Assignment => Using the listing below, show all lines that hold the word "Input".

BEGIN Task data

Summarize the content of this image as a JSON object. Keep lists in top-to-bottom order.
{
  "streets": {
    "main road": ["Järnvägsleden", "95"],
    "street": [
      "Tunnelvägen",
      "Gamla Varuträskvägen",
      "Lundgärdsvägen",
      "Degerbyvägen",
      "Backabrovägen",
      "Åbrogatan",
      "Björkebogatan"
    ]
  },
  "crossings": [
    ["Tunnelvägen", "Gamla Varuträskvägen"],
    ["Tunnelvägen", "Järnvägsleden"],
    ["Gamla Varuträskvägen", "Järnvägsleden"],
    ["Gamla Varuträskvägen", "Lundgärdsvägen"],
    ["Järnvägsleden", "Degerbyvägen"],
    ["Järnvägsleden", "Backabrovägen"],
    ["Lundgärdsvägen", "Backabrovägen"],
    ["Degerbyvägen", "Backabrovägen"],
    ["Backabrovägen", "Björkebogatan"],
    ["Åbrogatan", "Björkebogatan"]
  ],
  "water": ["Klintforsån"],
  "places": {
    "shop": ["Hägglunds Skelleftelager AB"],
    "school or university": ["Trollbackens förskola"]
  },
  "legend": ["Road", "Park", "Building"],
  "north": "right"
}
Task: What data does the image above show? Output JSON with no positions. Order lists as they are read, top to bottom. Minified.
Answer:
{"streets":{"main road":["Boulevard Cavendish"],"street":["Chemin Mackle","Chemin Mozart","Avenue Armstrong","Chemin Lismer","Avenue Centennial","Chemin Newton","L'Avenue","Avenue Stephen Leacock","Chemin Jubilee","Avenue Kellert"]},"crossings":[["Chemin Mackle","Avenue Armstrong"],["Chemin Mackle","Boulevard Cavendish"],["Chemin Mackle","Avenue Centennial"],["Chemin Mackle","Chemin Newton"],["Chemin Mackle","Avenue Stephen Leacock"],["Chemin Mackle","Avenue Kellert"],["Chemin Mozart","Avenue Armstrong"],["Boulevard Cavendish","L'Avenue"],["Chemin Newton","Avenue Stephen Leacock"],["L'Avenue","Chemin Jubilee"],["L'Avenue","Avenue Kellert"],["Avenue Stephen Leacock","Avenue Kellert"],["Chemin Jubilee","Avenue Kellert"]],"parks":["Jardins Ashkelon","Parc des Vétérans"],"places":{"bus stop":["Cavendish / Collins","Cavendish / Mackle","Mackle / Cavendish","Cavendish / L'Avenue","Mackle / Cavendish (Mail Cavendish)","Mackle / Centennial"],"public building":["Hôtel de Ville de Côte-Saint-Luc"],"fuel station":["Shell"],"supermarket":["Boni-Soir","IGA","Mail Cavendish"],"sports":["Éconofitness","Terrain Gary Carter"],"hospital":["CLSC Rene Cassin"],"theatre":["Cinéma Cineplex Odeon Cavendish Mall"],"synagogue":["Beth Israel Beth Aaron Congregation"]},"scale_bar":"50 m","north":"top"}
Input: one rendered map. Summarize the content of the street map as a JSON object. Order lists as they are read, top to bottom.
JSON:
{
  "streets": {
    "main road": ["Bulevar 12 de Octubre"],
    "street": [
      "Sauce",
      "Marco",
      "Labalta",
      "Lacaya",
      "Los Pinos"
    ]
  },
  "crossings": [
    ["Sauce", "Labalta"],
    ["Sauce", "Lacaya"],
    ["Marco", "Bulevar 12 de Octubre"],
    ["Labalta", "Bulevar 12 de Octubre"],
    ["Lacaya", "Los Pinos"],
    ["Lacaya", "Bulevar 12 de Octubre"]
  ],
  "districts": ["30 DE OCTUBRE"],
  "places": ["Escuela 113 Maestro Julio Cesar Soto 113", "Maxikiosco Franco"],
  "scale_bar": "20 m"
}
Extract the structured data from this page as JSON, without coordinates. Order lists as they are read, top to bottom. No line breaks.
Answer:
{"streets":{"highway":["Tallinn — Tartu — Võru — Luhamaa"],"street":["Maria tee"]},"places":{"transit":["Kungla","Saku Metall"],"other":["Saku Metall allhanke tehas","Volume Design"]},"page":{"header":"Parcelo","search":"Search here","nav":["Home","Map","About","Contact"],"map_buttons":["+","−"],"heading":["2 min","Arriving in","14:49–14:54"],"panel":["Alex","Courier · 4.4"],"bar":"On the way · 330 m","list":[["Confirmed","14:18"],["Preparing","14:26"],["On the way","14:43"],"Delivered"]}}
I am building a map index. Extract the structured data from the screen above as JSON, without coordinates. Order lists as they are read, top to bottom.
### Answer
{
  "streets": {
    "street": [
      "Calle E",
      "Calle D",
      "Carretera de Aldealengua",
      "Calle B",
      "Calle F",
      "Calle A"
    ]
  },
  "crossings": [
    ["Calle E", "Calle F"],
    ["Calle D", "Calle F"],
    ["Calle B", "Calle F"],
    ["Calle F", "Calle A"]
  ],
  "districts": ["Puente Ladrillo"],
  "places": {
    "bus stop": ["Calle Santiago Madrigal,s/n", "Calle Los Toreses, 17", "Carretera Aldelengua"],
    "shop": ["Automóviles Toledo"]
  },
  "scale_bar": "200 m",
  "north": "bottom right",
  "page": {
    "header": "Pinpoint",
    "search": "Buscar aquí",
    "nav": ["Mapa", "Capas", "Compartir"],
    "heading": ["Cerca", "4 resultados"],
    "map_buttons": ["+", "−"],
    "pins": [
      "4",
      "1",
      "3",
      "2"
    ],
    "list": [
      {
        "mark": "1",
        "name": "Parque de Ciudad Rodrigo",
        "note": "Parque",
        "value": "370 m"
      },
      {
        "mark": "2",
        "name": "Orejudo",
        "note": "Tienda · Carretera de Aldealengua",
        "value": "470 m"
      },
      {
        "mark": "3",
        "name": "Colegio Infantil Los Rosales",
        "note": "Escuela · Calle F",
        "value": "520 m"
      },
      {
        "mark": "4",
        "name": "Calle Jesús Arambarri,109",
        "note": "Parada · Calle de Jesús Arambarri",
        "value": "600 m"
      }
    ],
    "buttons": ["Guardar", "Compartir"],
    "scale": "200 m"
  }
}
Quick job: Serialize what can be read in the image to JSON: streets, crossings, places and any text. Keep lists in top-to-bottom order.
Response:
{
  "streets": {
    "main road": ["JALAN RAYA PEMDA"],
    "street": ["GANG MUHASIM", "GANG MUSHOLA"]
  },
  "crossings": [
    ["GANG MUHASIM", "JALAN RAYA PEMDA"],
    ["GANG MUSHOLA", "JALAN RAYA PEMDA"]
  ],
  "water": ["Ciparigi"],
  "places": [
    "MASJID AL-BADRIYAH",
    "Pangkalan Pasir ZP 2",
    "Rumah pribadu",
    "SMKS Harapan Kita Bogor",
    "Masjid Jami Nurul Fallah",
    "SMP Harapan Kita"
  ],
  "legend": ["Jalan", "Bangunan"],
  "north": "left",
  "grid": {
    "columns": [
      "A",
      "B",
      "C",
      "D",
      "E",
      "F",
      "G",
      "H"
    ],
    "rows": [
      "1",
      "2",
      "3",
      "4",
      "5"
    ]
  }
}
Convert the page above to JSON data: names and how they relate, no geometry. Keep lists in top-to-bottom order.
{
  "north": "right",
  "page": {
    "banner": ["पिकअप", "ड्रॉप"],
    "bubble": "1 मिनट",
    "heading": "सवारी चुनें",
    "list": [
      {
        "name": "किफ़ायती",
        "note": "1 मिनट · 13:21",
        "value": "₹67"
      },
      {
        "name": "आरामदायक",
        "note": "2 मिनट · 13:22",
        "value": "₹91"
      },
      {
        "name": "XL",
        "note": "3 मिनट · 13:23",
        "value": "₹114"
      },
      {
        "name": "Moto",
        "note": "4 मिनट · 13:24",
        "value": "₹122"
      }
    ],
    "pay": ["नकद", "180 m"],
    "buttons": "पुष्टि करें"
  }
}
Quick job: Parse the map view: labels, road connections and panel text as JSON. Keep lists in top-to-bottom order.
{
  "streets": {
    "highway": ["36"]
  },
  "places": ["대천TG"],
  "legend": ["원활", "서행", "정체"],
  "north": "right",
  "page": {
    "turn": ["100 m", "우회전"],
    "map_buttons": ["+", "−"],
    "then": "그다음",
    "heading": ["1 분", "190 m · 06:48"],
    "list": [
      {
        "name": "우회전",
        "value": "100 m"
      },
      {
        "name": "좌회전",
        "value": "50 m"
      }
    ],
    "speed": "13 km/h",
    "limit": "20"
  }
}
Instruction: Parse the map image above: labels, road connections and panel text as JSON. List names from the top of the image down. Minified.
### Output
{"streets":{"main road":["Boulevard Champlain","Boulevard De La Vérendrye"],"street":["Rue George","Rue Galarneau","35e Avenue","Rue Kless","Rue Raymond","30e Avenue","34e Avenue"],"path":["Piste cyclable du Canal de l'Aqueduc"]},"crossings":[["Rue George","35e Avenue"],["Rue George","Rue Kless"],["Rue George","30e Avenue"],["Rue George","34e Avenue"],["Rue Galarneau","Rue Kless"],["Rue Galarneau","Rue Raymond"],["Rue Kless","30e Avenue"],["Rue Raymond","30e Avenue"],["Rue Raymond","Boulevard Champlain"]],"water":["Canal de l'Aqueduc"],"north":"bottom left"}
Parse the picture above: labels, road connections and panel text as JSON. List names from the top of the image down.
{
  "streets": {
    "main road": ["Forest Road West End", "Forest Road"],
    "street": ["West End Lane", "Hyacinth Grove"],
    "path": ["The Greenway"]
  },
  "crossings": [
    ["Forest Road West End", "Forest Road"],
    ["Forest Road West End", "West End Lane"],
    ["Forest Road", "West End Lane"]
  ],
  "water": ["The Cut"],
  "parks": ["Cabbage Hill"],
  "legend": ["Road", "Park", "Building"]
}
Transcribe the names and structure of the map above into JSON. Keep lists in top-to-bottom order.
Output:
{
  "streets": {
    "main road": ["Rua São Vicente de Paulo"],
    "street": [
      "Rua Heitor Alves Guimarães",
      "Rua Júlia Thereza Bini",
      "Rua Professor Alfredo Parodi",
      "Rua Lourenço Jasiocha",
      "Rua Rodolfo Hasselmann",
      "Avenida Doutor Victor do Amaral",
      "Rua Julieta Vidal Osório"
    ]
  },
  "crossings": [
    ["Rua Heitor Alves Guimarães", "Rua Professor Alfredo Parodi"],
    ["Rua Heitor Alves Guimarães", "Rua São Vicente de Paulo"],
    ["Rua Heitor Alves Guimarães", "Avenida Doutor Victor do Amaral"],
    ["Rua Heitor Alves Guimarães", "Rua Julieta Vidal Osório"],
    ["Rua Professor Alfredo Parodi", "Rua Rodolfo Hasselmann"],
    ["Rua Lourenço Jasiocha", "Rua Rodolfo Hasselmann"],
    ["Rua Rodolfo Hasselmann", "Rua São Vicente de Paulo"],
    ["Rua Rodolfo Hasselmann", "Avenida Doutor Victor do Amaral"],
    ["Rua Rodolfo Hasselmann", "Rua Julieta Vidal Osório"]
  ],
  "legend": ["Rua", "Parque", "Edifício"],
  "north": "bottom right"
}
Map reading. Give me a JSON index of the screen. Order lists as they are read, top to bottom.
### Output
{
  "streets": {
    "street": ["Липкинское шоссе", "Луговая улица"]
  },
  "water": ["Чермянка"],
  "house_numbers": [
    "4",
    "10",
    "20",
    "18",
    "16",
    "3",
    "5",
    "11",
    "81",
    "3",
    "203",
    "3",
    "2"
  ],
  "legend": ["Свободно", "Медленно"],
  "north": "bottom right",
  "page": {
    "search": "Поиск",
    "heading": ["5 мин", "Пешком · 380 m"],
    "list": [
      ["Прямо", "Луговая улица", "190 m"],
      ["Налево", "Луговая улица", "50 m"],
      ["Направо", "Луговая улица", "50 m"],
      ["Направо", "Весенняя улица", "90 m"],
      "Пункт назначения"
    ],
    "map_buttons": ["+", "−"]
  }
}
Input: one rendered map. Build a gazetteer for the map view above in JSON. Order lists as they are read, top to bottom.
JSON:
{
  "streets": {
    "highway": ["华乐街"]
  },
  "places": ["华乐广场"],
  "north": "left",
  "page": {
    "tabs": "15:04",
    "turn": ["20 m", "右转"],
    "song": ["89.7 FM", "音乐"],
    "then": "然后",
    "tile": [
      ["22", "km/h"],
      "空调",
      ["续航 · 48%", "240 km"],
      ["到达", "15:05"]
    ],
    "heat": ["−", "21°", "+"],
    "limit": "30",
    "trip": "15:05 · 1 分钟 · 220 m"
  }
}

END Task data

Exercise result =>
Input: one rendered map. Summarize the content of the street map as a JSON object. Order lists as they are read, top to bottom.
Input: one rendered map. Build a gazetteer for the map view above in JSON. Order lists as they are read, top to bottom.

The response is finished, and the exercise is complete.